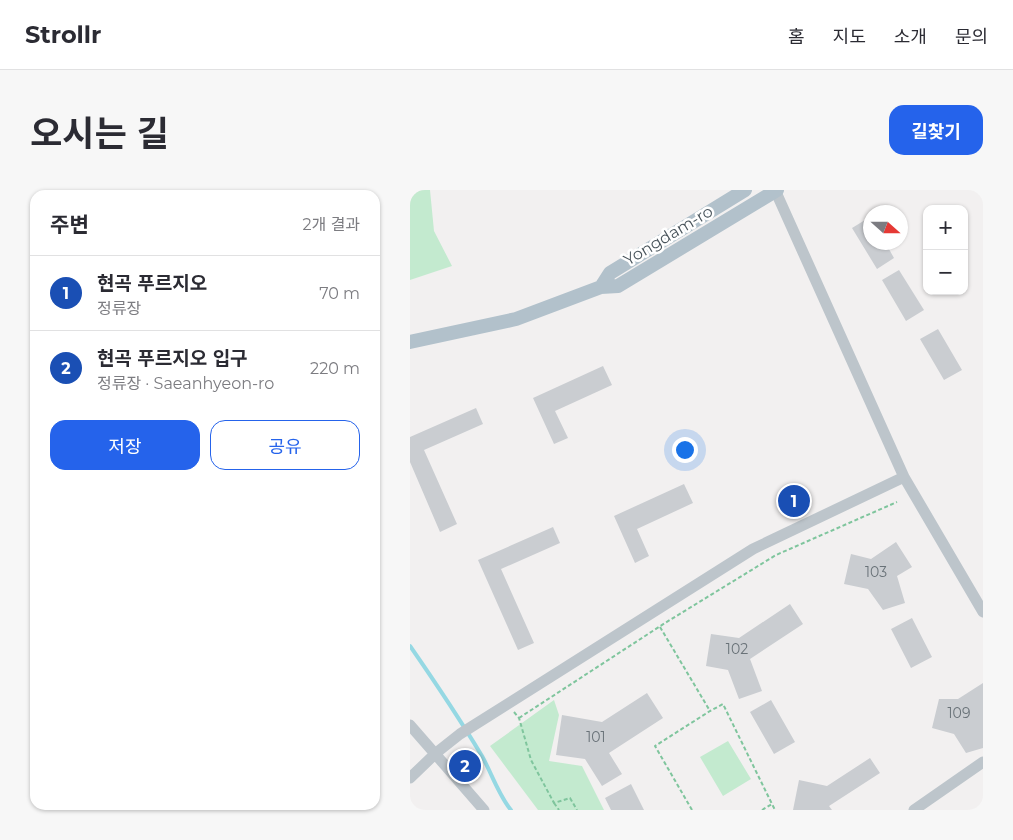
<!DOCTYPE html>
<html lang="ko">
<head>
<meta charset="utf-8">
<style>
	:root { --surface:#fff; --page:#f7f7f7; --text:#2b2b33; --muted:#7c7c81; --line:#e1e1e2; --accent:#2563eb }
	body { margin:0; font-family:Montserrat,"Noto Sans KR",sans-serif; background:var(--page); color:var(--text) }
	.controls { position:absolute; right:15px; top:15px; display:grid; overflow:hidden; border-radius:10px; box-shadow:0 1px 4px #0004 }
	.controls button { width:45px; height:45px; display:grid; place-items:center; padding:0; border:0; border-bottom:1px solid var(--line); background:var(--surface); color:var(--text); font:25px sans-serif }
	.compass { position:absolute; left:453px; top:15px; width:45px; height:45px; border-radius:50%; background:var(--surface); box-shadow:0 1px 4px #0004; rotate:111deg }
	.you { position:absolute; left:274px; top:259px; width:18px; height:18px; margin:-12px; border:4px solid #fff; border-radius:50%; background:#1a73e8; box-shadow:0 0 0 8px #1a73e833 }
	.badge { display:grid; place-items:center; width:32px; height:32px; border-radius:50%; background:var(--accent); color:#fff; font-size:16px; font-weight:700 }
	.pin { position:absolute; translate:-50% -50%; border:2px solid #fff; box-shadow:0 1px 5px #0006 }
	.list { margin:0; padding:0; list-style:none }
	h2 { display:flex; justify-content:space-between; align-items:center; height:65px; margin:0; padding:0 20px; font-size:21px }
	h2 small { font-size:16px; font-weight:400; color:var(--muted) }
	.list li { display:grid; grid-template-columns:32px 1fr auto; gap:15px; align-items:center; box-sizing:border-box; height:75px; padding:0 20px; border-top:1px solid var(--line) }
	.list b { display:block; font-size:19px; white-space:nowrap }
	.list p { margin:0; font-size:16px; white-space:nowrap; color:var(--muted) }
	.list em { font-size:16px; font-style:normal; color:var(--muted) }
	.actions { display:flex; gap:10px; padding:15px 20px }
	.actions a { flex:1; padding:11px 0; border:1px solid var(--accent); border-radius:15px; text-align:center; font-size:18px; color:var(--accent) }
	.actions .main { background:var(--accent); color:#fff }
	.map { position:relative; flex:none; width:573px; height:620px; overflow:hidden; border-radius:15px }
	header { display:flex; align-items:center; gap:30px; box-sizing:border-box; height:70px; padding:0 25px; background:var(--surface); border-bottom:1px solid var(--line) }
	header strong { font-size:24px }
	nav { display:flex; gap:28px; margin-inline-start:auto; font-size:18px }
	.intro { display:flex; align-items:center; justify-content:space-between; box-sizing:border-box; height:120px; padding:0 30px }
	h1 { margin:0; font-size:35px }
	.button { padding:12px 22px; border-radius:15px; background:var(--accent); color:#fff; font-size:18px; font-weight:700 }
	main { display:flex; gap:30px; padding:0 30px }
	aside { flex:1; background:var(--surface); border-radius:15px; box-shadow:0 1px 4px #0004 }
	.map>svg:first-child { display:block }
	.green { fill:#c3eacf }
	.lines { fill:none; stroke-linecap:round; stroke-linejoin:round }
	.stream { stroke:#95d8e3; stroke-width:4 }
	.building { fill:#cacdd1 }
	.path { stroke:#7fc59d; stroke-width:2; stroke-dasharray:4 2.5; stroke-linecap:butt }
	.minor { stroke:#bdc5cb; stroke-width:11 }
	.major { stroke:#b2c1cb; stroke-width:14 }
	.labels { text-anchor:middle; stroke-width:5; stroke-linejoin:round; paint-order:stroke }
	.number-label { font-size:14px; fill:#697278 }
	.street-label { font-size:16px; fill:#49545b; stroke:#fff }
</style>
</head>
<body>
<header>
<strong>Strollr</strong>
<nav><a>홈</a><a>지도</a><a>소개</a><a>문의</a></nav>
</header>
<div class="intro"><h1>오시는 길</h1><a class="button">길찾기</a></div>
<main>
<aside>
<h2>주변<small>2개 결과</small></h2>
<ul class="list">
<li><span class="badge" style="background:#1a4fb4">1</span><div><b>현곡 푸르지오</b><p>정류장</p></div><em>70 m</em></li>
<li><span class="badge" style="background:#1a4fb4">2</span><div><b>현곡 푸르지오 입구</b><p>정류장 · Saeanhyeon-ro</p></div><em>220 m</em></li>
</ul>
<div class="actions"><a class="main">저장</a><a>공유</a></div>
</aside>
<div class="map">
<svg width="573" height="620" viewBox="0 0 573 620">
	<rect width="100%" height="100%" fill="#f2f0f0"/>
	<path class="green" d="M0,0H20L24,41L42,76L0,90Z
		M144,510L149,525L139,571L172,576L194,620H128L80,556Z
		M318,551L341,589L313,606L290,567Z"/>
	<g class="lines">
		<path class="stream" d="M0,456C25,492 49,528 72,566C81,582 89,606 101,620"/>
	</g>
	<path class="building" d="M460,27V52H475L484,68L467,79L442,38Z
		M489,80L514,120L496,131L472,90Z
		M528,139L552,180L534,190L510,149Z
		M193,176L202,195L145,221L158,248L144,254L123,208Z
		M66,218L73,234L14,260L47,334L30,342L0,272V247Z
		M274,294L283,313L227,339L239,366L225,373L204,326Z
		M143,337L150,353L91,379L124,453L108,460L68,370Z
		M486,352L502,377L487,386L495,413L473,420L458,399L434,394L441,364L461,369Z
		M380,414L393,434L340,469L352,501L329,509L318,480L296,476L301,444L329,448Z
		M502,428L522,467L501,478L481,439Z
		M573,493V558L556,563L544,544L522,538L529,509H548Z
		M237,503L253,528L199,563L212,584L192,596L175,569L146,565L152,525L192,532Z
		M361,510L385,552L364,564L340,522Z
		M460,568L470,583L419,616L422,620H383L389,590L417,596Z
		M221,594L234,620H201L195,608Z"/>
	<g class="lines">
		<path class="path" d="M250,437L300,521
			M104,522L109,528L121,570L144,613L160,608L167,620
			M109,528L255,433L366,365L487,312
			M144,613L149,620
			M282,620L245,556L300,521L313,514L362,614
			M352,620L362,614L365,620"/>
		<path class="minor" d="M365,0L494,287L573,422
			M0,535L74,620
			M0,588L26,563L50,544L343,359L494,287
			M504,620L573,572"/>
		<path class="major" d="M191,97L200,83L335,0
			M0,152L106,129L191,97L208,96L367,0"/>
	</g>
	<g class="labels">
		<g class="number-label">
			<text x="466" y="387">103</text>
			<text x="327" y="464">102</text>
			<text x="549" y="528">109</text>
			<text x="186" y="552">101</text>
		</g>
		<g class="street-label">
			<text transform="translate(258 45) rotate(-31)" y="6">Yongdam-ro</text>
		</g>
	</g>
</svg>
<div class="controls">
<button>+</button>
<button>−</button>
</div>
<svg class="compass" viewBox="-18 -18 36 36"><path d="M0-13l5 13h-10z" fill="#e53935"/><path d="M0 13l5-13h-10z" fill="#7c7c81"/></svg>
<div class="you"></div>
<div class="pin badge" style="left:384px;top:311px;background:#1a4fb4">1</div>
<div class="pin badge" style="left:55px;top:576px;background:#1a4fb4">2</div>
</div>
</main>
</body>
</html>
------------------------------
DESCRIPTION OF THE TASK =
Please retype the records above starting with the line that contains "M144,613L149,620" and stopping after the last line, changing nothing.

ANSWER BELOW =
			M144,613L149,620
			M282,620L245,556L300,521L313,514L362,614
			M352,620L362,614L365,620"/>
		<path class="minor" d="M365,0L494,287L573,422
			M0,535L74,620
			M0,588L26,563L50,544L343,359L494,287
			M504,620L573,572"/>
		<path class="major" d="M191,97L200,83L335,0
			M0,152L106,129L191,97L208,96L367,0"/>
	</g>
	<g class="labels">
		<g class="number-label">
			<text x="466" y="387">103</text>
			<text x="327" y="464">102</text>
			<text x="549" y="528">109</text>
			<text x="186" y="552">101</text>
		</g>
		<g class="street-label">
			<text transform="translate(258 45) rotate(-31)" y="6">Yongdam-ro</text>
		</g>
	</g>
</svg>
<div class="controls">
<button>+</button>
<button>−</button>
</div>
<svg class="compass" viewBox="-18 -18 36 36"><path d="M0-13l5 13h-10z" fill="#e53935"/><path d="M0 13l5-13h-10z" fill="#7c7c81"/></svg>
<div class="you"></div>
<div class="pin badge" style="left:384px;top:311px;background:#1a4fb4">1</div>
<div class="pin badge" style="left:55px;top:576px;background:#1a4fb4">2</div>
</div>
</main>
</body>
</html>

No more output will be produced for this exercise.